__Directions__
Please work out how many lines include the word "list" in the entries, and reply with only the count.

Dataset items:
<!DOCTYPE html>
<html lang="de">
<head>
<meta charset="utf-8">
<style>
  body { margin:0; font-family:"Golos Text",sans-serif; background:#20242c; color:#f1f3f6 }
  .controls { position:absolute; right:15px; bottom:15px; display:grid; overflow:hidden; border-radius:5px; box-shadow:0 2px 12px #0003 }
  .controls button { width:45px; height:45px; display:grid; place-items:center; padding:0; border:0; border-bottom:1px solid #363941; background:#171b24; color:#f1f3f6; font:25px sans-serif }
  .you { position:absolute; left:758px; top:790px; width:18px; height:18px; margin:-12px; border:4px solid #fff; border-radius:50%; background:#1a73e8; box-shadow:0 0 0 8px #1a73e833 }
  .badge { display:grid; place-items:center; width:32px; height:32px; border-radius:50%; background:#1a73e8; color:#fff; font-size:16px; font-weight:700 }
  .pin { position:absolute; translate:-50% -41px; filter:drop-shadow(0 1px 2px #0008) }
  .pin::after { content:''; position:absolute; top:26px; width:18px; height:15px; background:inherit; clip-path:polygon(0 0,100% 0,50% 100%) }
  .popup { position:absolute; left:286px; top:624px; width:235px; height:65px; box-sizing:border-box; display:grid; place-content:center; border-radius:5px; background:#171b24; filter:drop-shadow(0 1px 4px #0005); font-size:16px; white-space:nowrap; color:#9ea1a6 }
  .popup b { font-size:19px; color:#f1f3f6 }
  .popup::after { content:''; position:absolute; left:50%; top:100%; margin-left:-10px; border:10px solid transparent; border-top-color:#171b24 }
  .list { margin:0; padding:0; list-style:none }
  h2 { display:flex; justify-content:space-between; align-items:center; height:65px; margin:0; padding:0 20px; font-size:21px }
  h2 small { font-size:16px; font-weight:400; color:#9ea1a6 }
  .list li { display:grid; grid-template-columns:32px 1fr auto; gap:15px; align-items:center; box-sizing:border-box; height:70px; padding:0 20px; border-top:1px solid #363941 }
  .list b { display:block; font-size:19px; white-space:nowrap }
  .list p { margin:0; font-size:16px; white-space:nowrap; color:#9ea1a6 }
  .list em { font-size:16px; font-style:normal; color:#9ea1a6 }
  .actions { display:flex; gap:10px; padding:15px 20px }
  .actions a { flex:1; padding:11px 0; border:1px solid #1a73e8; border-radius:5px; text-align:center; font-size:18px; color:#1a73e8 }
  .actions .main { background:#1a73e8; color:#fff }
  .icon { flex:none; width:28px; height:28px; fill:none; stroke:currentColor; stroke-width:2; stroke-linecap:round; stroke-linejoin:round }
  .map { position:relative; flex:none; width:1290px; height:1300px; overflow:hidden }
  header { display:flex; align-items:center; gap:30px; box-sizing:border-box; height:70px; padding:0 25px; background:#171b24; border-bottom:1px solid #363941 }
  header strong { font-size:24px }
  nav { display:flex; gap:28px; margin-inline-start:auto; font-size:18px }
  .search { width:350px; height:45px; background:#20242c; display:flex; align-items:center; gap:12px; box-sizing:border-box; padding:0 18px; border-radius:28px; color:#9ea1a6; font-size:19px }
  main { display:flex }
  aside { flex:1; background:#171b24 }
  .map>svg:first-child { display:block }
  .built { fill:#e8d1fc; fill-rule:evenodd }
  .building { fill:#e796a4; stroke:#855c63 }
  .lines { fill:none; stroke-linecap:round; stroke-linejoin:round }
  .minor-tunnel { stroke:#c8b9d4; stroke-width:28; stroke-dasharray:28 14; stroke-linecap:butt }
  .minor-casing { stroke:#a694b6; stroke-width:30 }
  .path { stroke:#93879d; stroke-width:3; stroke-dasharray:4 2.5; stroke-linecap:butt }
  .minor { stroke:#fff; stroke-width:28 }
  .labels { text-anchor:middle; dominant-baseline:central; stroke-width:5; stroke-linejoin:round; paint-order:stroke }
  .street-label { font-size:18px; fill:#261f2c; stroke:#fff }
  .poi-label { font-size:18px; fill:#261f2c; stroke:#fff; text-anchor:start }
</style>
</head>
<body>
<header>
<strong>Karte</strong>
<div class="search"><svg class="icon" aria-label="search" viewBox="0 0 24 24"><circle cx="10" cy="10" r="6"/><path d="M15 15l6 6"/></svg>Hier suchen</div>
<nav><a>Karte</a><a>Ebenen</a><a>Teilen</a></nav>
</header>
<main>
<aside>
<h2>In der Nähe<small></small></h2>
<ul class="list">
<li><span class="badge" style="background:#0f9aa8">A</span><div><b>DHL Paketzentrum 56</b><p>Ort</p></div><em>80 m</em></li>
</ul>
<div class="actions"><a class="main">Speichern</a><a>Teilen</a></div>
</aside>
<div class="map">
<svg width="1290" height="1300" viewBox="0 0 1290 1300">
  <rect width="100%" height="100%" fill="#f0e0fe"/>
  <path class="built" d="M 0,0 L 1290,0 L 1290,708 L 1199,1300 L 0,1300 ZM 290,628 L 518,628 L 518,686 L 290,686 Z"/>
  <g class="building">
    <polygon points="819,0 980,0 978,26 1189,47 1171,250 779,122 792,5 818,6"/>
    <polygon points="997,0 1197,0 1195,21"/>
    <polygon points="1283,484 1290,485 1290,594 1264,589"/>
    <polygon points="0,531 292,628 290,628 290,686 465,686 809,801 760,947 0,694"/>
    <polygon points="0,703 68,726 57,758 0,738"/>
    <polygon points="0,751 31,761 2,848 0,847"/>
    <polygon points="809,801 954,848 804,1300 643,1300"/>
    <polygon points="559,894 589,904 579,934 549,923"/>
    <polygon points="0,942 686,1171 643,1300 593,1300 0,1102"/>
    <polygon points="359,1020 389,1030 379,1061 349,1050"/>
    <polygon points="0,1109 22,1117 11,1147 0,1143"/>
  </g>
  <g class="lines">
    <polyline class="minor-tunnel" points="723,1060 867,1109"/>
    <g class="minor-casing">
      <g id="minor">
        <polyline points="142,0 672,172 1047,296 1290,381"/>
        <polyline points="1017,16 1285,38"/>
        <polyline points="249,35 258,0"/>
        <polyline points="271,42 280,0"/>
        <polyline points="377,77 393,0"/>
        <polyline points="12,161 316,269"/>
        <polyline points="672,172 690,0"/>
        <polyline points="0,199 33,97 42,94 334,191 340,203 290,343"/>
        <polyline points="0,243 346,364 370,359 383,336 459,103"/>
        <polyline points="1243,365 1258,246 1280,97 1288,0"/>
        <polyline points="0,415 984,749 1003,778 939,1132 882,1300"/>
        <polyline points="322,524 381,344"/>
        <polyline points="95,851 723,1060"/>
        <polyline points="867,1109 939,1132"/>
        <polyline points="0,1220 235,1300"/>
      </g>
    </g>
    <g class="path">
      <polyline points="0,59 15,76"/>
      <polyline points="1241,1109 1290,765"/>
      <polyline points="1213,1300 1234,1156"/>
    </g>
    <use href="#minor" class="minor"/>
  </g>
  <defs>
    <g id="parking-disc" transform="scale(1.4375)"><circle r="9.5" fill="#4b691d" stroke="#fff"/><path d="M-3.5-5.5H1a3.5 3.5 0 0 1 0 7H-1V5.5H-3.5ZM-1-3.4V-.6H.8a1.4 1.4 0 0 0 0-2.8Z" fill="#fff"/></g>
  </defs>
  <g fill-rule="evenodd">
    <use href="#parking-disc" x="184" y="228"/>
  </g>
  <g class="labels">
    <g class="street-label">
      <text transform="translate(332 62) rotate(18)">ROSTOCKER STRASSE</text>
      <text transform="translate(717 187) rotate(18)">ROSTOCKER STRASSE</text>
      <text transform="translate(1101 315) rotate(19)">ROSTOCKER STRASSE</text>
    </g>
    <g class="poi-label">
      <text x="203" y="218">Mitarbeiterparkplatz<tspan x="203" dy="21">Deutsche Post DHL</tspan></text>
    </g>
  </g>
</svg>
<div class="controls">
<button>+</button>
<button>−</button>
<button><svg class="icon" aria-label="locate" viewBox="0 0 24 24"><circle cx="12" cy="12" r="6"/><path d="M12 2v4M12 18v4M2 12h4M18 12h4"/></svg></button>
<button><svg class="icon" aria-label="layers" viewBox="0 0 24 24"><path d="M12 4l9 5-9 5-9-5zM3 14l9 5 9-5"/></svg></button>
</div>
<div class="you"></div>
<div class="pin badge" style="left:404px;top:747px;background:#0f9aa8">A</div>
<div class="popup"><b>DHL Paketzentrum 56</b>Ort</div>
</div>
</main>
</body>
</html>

---

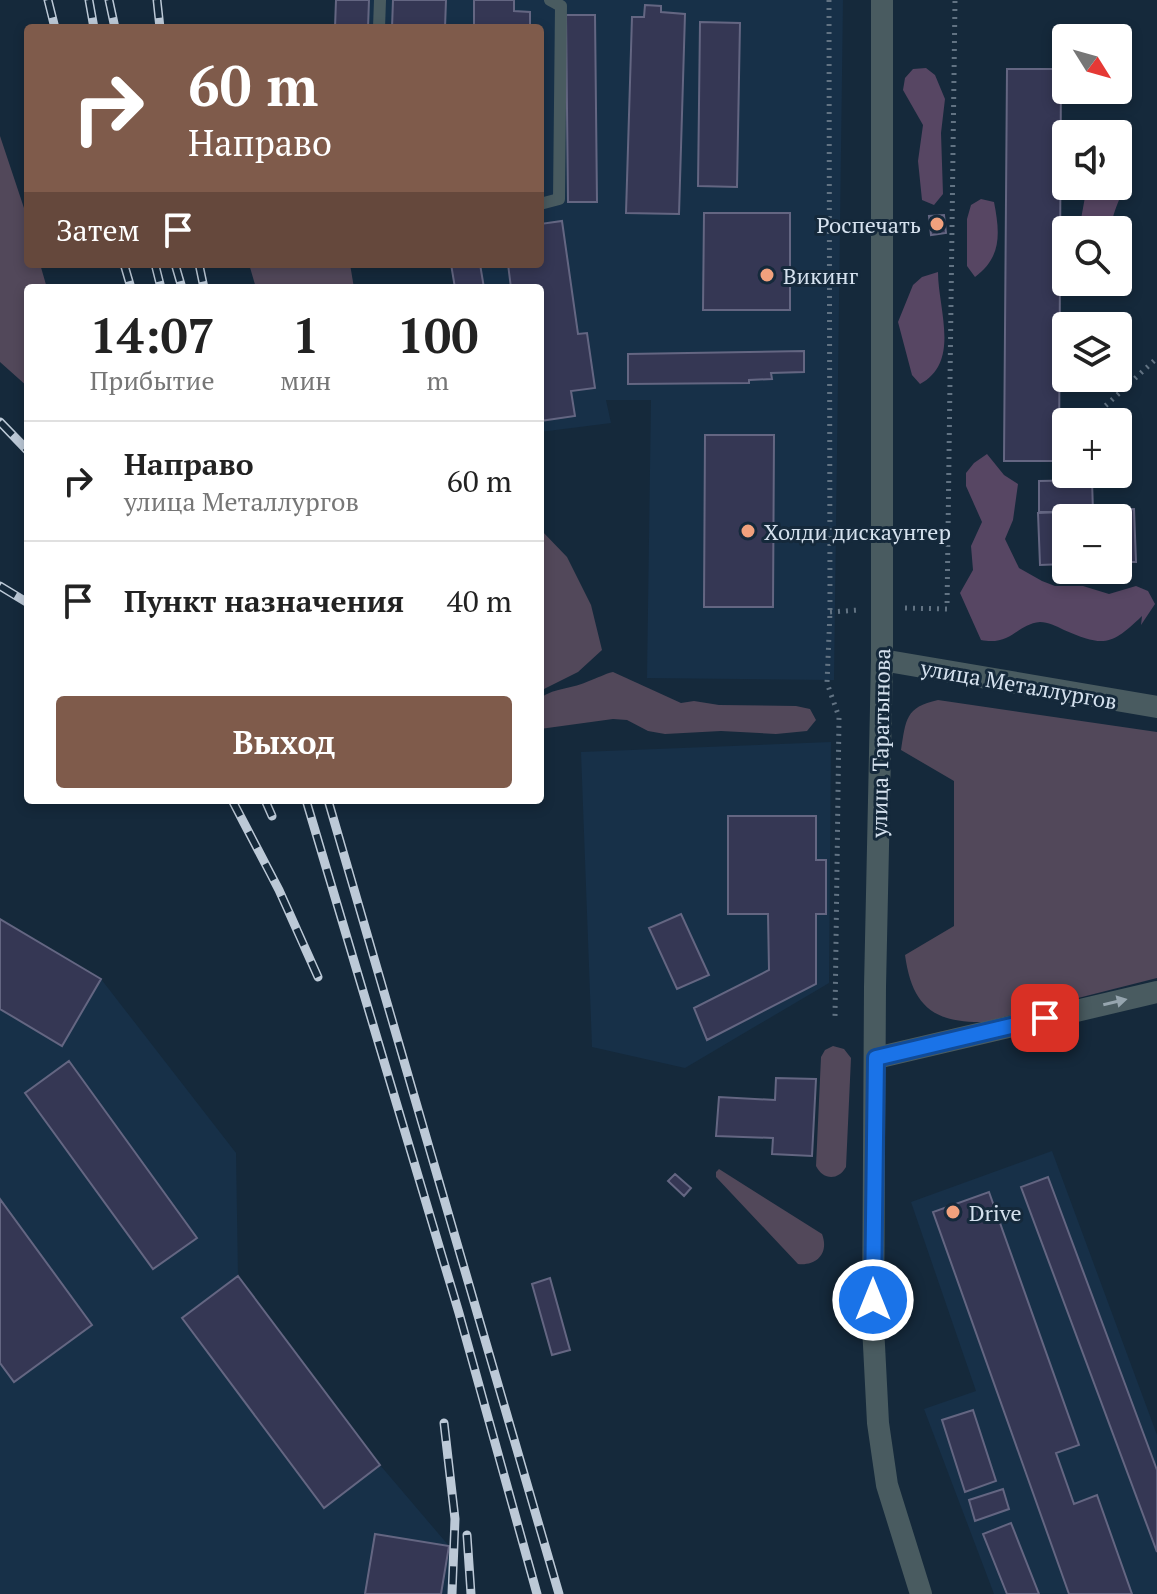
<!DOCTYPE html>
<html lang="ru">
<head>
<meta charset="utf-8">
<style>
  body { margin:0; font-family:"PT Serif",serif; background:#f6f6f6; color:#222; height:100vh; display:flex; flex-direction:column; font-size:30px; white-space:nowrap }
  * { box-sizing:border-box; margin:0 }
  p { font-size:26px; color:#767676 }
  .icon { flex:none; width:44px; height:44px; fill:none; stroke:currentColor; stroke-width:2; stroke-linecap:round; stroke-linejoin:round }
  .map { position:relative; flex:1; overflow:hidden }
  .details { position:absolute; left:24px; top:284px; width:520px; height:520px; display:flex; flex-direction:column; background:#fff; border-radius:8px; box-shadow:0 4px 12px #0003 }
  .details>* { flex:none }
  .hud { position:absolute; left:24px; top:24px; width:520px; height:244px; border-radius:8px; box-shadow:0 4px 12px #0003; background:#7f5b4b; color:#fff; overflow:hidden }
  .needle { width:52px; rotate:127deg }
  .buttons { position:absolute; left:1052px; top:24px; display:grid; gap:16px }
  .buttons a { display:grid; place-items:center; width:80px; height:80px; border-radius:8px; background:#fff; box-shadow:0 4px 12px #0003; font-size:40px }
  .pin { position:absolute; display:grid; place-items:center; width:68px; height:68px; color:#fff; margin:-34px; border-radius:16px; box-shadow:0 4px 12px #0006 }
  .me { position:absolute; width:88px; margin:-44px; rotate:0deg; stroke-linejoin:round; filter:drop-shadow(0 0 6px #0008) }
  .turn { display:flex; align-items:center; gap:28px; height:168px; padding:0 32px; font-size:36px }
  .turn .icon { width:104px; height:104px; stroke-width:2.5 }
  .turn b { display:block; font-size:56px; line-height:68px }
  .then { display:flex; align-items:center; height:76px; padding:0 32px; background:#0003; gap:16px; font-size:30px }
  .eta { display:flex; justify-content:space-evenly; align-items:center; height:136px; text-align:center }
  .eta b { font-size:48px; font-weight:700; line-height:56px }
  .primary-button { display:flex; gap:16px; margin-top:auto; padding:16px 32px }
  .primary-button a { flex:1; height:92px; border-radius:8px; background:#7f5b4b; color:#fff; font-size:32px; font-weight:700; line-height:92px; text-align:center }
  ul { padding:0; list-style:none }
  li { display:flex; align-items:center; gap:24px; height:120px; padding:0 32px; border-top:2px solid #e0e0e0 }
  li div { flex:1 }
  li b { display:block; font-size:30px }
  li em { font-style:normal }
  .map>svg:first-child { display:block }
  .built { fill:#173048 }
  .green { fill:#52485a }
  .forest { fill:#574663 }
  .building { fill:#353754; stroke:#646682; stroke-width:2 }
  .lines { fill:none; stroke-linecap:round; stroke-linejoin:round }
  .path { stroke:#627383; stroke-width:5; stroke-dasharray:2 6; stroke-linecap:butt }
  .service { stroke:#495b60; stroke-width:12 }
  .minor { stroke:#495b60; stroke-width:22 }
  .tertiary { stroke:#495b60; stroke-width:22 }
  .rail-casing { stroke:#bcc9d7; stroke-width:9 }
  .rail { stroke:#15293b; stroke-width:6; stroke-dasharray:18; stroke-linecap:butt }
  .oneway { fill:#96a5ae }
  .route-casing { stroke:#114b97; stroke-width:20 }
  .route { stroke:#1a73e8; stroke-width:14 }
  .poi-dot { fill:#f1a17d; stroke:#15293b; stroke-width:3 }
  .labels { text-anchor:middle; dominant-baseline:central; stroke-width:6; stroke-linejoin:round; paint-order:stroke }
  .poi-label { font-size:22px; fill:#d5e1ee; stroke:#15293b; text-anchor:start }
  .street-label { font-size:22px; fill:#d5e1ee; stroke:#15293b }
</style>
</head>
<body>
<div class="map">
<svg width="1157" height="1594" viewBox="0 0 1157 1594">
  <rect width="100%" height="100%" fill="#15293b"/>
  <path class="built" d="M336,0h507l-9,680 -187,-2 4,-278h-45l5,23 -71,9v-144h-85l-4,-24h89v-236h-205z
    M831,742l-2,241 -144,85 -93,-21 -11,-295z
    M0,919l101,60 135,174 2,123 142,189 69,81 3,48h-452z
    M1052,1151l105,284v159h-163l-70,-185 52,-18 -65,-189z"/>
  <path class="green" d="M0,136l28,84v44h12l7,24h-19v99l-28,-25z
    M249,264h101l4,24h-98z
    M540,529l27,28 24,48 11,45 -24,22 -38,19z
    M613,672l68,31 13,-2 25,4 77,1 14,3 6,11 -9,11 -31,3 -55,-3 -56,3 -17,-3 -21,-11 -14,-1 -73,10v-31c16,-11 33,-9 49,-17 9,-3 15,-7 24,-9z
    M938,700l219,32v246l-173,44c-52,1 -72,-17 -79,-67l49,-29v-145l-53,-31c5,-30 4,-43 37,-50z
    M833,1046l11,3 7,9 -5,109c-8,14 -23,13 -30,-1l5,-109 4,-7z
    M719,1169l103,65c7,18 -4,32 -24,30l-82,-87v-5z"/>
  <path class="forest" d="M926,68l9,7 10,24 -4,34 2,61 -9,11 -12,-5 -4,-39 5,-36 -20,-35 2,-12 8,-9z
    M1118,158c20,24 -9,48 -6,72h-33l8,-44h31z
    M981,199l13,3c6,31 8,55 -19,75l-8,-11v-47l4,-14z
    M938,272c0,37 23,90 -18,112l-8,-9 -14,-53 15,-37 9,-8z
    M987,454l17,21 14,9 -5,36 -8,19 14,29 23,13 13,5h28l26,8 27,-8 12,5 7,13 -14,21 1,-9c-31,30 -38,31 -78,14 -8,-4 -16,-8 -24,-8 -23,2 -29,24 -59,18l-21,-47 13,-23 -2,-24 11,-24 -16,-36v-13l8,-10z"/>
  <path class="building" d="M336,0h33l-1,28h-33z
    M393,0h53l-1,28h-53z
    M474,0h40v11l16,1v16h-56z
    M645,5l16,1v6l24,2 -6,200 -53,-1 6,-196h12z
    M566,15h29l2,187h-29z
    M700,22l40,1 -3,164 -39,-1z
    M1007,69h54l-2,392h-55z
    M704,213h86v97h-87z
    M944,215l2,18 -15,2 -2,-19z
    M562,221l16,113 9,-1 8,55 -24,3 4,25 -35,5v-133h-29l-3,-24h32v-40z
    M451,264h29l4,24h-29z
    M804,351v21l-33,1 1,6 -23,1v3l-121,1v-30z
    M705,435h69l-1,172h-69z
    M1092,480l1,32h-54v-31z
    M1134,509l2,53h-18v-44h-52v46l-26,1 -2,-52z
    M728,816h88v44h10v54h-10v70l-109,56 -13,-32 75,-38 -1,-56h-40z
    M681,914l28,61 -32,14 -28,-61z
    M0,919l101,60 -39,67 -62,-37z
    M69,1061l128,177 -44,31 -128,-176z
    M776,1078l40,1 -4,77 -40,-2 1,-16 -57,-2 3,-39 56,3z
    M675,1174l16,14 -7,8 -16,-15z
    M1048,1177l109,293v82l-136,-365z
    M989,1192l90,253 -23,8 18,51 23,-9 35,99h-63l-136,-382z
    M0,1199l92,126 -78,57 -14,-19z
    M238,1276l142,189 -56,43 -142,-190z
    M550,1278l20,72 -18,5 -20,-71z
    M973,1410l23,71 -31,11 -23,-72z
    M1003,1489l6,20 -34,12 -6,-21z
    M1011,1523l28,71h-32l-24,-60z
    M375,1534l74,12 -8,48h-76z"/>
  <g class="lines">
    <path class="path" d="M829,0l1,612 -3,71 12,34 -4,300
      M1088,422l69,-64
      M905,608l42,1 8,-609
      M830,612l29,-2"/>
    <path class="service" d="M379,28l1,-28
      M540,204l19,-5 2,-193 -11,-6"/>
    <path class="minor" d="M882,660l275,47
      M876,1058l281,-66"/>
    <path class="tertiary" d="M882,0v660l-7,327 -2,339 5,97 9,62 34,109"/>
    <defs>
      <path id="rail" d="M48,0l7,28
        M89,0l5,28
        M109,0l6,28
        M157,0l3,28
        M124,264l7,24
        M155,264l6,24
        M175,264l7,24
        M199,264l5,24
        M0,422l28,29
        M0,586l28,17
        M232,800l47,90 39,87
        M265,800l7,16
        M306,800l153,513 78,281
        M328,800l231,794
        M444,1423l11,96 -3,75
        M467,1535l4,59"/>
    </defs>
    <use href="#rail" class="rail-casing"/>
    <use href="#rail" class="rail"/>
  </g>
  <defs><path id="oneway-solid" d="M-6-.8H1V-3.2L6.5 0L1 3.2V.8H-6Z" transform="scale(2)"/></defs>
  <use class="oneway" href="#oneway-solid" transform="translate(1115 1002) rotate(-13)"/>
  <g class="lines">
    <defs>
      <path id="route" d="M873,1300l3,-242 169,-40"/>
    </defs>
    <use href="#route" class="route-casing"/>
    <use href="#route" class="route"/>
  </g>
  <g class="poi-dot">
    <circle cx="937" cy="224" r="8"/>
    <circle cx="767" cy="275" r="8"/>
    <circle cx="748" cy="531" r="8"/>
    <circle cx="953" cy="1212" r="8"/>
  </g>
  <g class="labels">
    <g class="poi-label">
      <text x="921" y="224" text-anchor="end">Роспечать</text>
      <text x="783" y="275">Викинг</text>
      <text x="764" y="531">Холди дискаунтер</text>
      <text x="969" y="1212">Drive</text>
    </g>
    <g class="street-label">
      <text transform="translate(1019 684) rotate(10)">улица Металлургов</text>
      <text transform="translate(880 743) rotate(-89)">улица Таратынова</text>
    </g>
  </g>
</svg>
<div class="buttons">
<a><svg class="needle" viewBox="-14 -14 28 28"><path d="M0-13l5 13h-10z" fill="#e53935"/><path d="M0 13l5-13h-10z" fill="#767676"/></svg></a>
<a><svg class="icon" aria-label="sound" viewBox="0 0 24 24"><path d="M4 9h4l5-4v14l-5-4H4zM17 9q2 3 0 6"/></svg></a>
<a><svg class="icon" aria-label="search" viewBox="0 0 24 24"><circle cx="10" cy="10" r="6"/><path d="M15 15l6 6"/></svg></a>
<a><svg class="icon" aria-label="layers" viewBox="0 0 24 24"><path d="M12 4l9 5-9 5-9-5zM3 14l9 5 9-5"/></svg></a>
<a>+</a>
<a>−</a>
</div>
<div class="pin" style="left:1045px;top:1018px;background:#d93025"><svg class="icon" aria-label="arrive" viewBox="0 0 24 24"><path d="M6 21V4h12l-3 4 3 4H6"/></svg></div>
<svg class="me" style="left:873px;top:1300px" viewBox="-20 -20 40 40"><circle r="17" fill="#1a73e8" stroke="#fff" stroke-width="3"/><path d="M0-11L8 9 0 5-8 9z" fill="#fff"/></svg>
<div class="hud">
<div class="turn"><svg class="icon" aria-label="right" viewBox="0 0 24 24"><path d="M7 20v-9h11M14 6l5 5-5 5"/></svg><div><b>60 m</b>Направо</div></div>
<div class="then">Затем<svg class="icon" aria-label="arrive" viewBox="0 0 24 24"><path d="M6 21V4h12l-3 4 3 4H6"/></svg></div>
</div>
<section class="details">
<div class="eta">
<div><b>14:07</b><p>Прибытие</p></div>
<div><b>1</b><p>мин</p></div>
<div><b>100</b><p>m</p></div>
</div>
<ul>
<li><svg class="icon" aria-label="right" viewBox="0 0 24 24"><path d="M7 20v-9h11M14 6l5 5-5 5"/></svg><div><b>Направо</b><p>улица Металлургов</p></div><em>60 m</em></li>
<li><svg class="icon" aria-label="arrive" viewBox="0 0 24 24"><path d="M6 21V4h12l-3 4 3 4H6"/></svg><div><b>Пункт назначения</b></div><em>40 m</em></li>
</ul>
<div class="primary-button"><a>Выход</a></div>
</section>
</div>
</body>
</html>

__Answer section__
7